◆ Exercise brief ◆
Repeat the following entries verbatim, apart from the pictures.

◆ Source records ◆
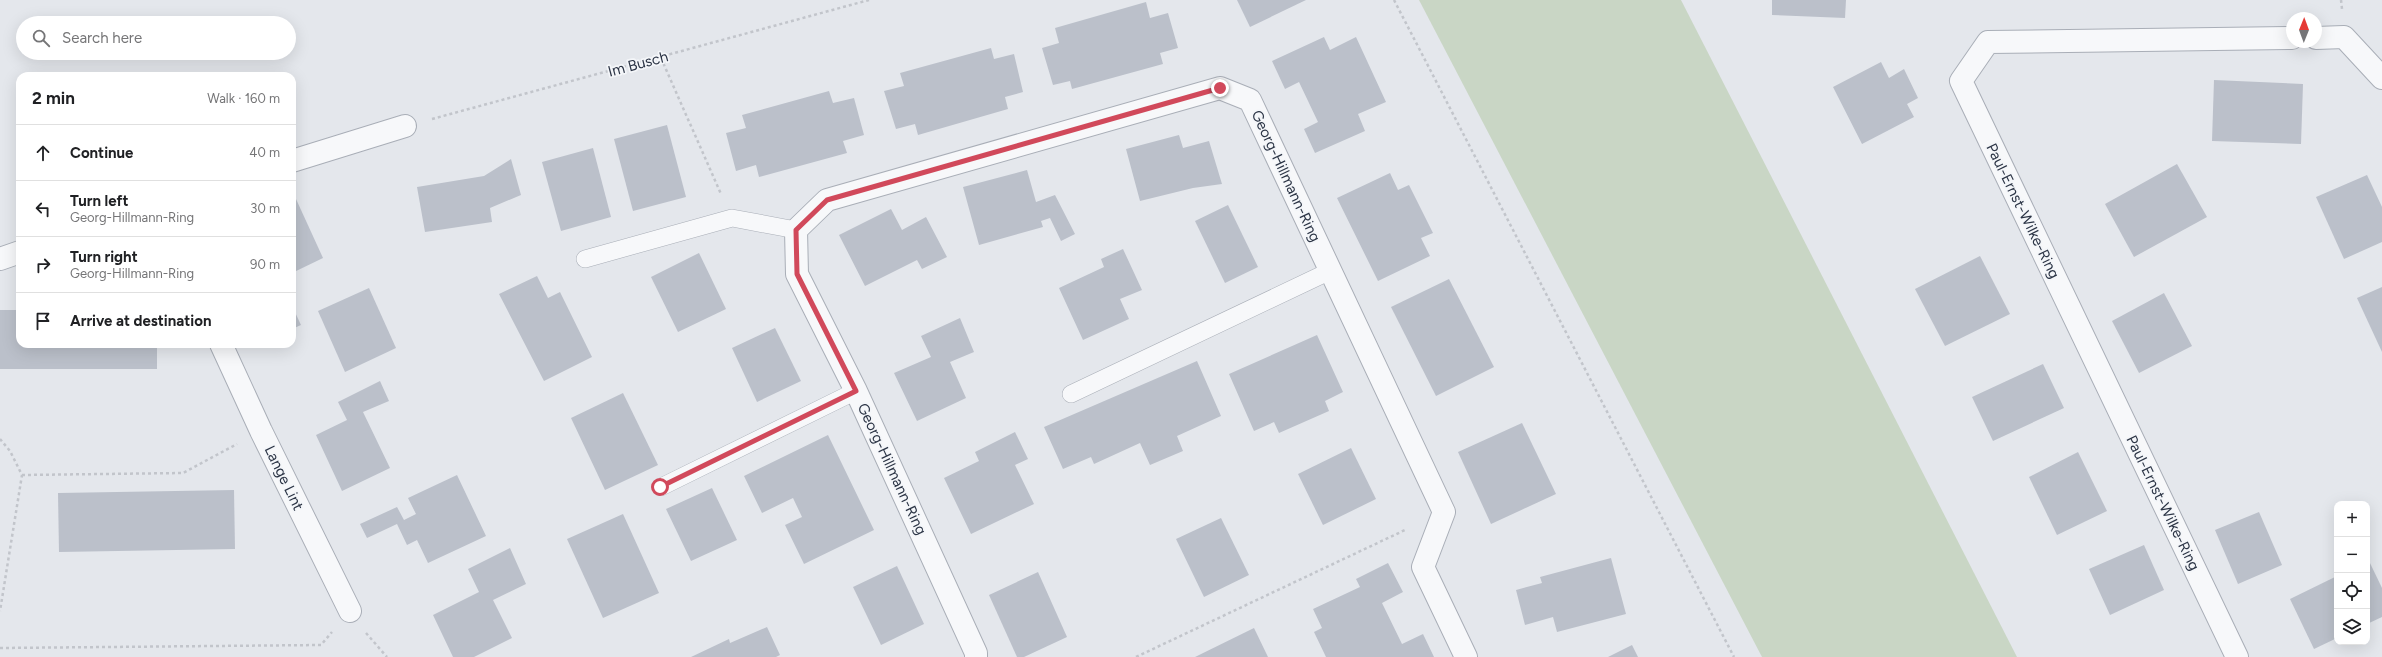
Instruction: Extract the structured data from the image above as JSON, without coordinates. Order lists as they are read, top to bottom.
{
  "streets": {
    "street": ["Georg-Hillmann-Ring", "Paul-Ernst-Wilke-Ring", "Lange Lint"],
    "path": ["Im Busch"]
  },
  "north": "top",
  "page": {
    "search": "Search here",
    "heading": ["2 min", "Walk · 160 m"],
    "list": [
      ["Continue", "40 m"],
      ["Turn left", "Georg-Hillmann-Ring", "30 m"],
      ["Turn right", "Georg-Hillmann-Ring", "90 m"],
      "Arrive at destination"
    ],
    "map_buttons": ["+", "−"]
  }
}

◆ Task response ◆
Instruction: Extract the structured data from the image above as JSON, without coordinates. Order lists as they are read, top to bottom.
{
  "streets": {
    "street": ["Georg-Hillmann-Ring", "Paul-Ernst-Wilke-Ring", "Lange Lint"],
    "path": ["Im Busch"]
  },
  "north": "top",
  "page": {
    "search": "Search here",
    "heading": ["2 min", "Walk · 160 m"],
    "list": [
      ["Continue", "40 m"],
      ["Turn left", "Georg-Hillmann-Ring", "30 m"],
      ["Turn right", "Georg-Hillmann-Ring", "90 m"],
      "Arrive at destination"
    ],
    "map_buttons": ["+", "−"]
  }
}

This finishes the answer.